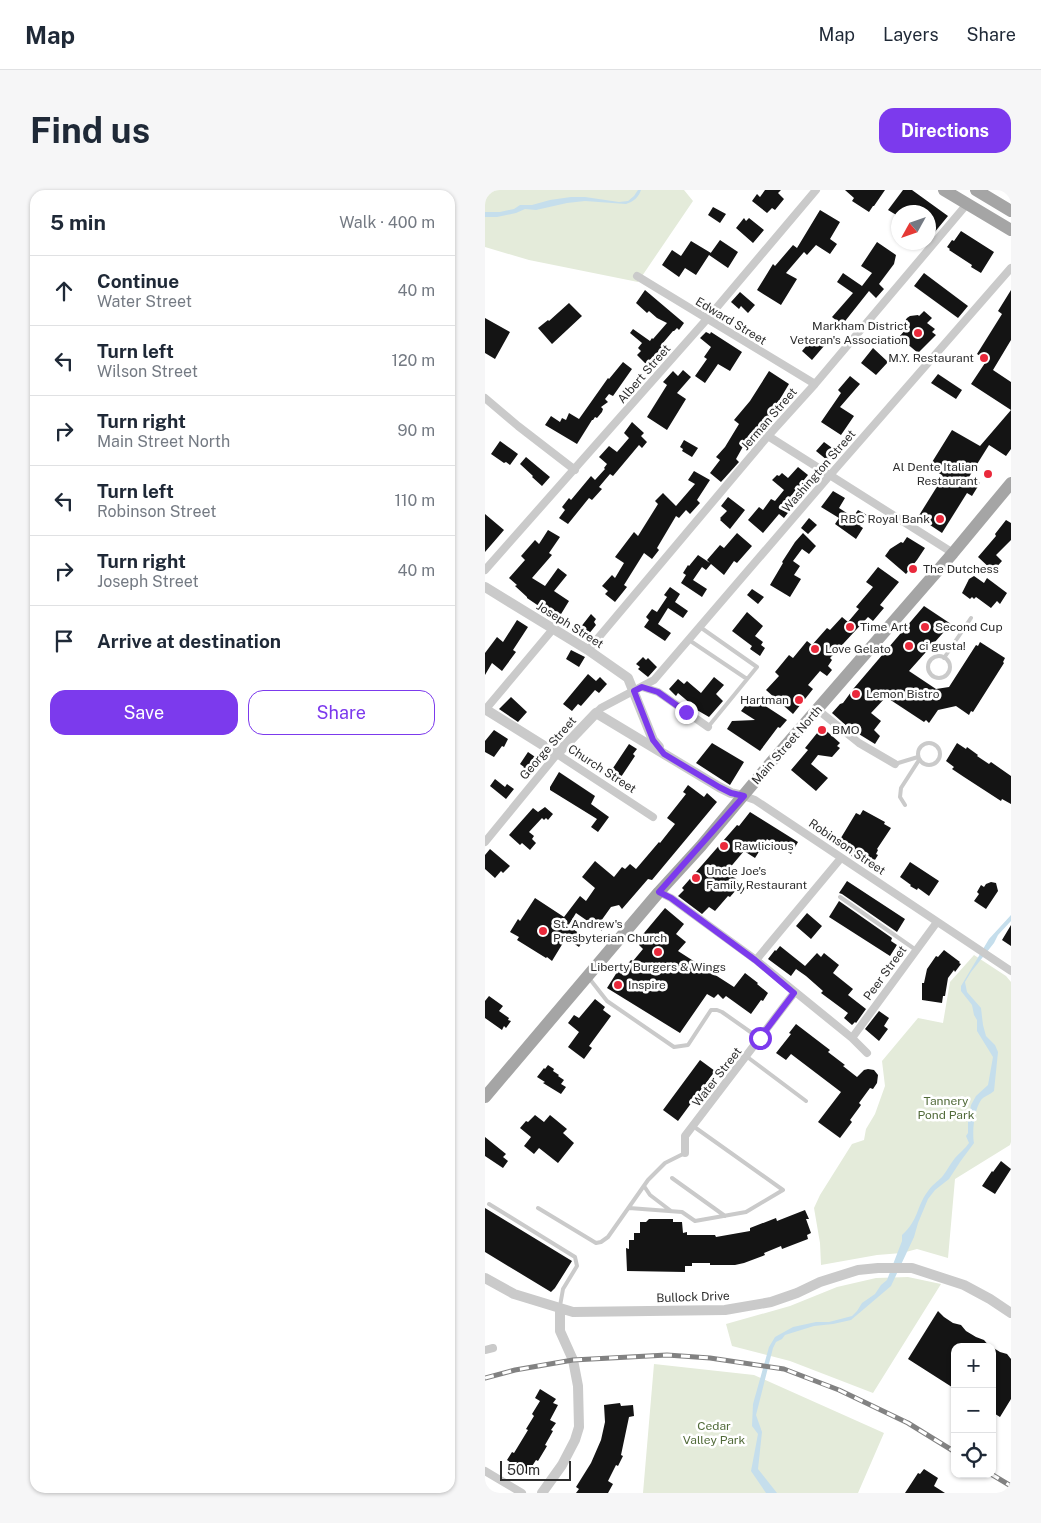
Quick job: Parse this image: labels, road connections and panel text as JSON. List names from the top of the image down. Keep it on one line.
{"streets":{"main road":["Main Street North"],"street":["Edward Street","Albert Street","Jerman Street","Washington Street","Joseph Street","George Street","Church Street","Robinson Street","Peer Street","Water Street","Bullock Drive"]},"crossings":[["Edward Street","Albert Street"],["Edward Street","Jerman Street"],["Jerman Street","Joseph Street"],["Washington Street","Joseph Street"],["Washington Street","George Street"],["Washington Street","Robinson Street"],["Joseph Street","George Street"],["Joseph Street","Robinson Street"],["Main Street North","Robinson Street"],["George Street","Church Street"],["George Street","Robinson Street"],["Robinson Street","Peer Street"]],"parks":["Tannery Pond Park","Cedar Valley Park"],"places":["Markham District Veteran's Association","M.Y. Restaurant","Al Dente Italian Restaurant","RBC Royal Bank","The Dutchess","Time Art","Second Cup","ci gusta!","Love Gelato","Lemon Bistro","Hartman","BMO","Rawlicious","Uncle Joe's Family Restaurant","St. Andrew's Presbyterian Church","Liberty Burgers & Wings","Inspire"],"scale_bar":"50 m","north":"bottom left","page":{"header":"Map","nav":["Map","Layers","Share"],"buttons":["Directions",["Save","Share"]],"title":"Find us","heading":["5 min","Walk · 400 m"],"list":[["Continue","Water Street","40 m"],["Turn left","Wilson Street","120 m"],["Turn right","Main Street North","90 m"],["Turn left","Robinson Street","110 m"],["Turn right","Joseph Street","40 m"],"Arrive at destination"],"map_buttons":["+","−"],"scale":"50 m"}}
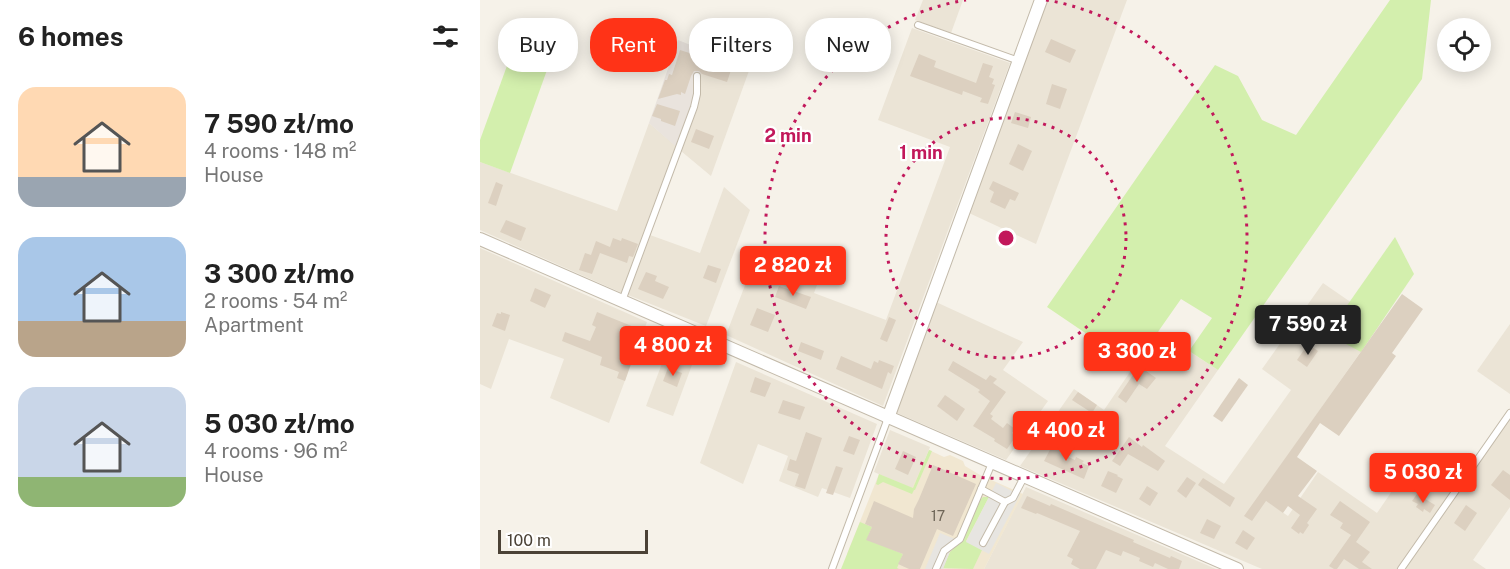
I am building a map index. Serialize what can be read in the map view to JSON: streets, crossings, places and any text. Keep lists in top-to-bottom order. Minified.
{"house_numbers":["17"],"scale_bar":"100 m","page":{"heading":"6 homes","chip":["Buy","Rent","Filters","New"],"list":[{"name":"7 590 zł/mo","note":"4 rooms · 148 m² · House"},{"name":"3 300 zł/mo","note":"2 rooms · 54 m² · Apartment"},{"name":"5 030 zł/mo","note":"4 rooms · 96 m² · House"}],"price":["2 820 zł","7 590 zł","4 800 zł","3 300 zł","4 400 zł","5 030 zł"],"scale":"100 m"},"rings":["2 min","1 min"]}
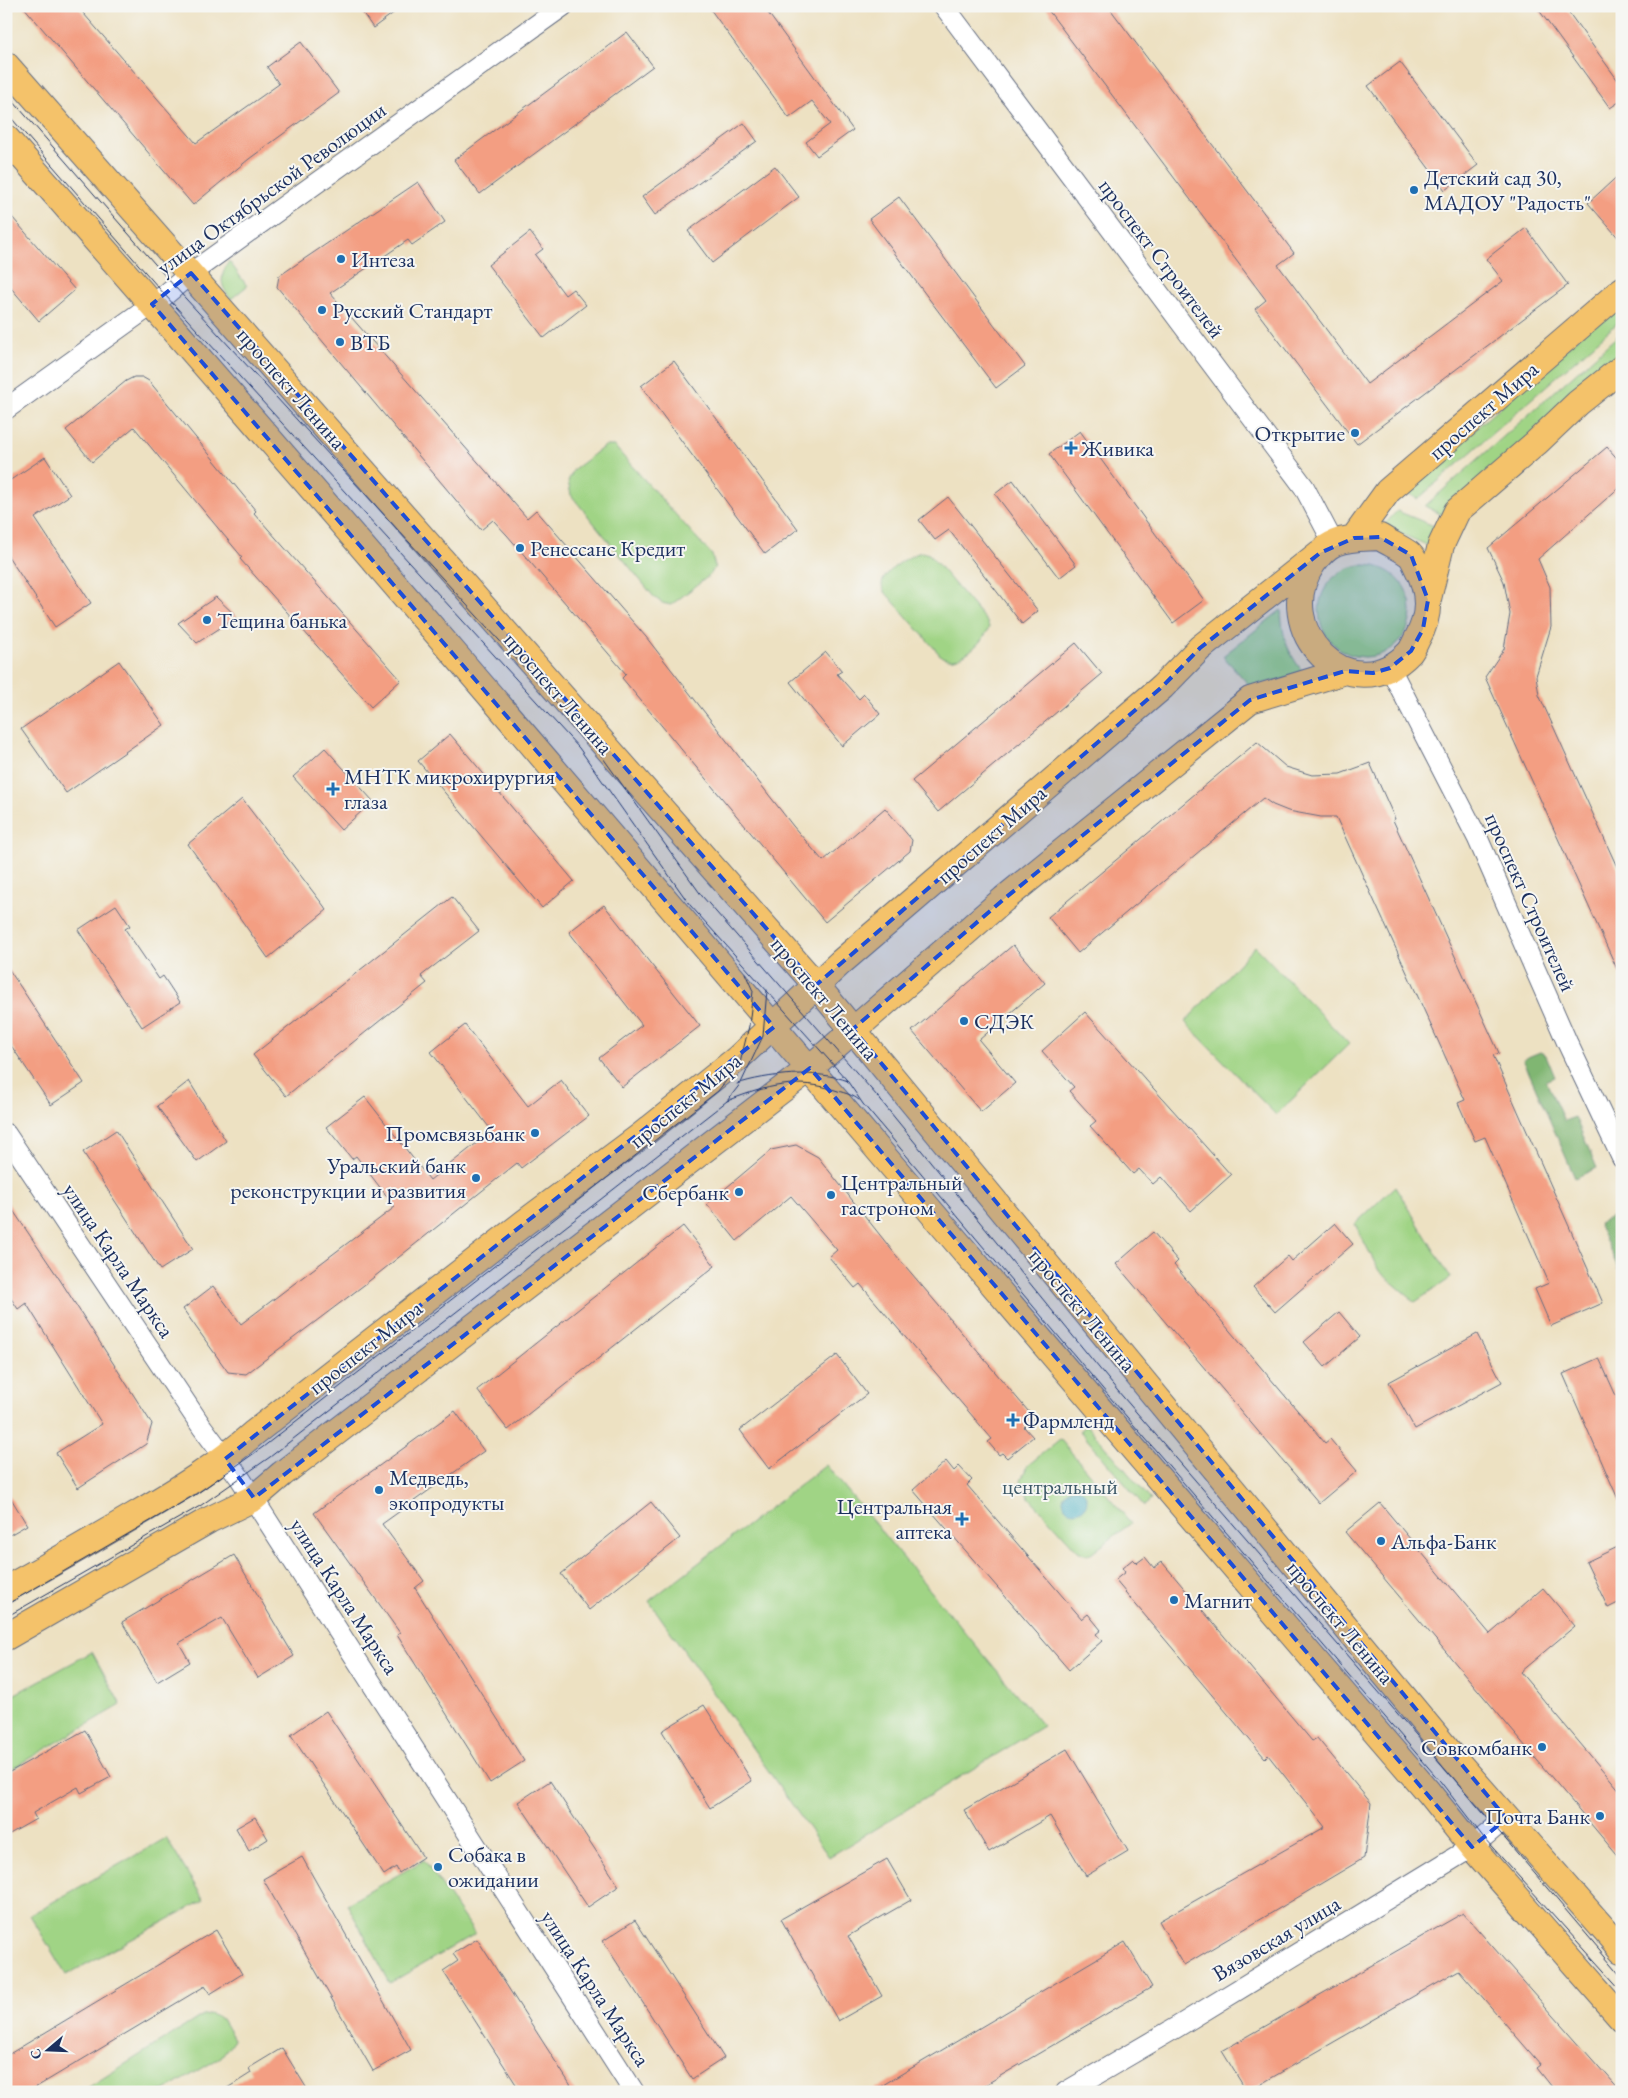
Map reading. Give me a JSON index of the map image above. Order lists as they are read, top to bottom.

......

ACTION ITEM:
Return every line shown above without changing a word, and skip the pictures.

SOLUTION TO THIS TASK:
Quick job: Parse this image: labels, road connections and panel text as JSON. List names from the top of the image down. Keep it on one line.
{"streets":{"main road":["Main Street North"],"street":["Edward Street","Albert Street","Jerman Street","Washington Street","Joseph Street","George Street","Church Street","Robinson Street","Peer Street","Water Street","Bullock Drive"]},"crossings":[["Edward Street","Albert Street"],["Edward Street","Jerman Street"],["Jerman Street","Joseph Street"],["Washington Street","Joseph Street"],["Washington Street","George Street"],["Washington Street","Robinson Street"],["Joseph Street","George Street"],["Joseph Street","Robinson Street"],["Main Street North","Robinson Street"],["George Street","Church Street"],["George Street","Robinson Street"],["Robinson Street","Peer Street"]],"parks":["Tannery Pond Park","Cedar Valley Park"],"places":["Markham District Veteran's Association","M.Y. Restaurant","Al Dente Italian Restaurant","RBC Royal Bank","The Dutchess","Time Art","Second Cup","ci gusta!","Love Gelato","Lemon Bistro","Hartman","BMO","Rawlicious","Uncle Joe's Family Restaurant","St. Andrew's Presbyterian Church","Liberty Burgers & Wings","Inspire"],"scale_bar":"50 m","north":"bottom left","page":{"header":"Map","nav":["Map","Layers","Share"],"buttons":["Directions",["Save","Share"]],"title":"Find us","heading":["5 min","Walk · 400 m"],"list":[["Continue","Water Street","40 m"],["Turn left","Wilson Street","120 m"],["Turn right","Main Street North","90 m"],["Turn left","Robinson Street","110 m"],["Turn right","Joseph Street","40 m"],"Arrive at destination"],"map_buttons":["+","−"],"scale":"50 m"}}
I am building a map index. Serialize what can be read in the map view to JSON: streets, crossings, places and any text. Keep lists in top-to-bottom order. Minified.
{"house_numbers":["17"],"scale_bar":"100 m","page":{"heading":"6 homes","chip":["Buy","Rent","Filters","New"],"list":[{"name":"7 590 zł/mo","note":"4 rooms · 148 m² · House"},{"name":"3 300 zł/mo","note":"2 rooms · 54 m² · Apartment"},{"name":"5 030 zł/mo","note":"4 rooms · 96 m² · House"}],"price":["2 820 zł","7 590 zł","4 800 zł","3 300 zł","4 400 zł","5 030 zł"],"scale":"100 m"},"rings":["2 min","1 min"]}
Map reading. Give me a JSON index of the map image above. Order lists as they are read, top to bottom.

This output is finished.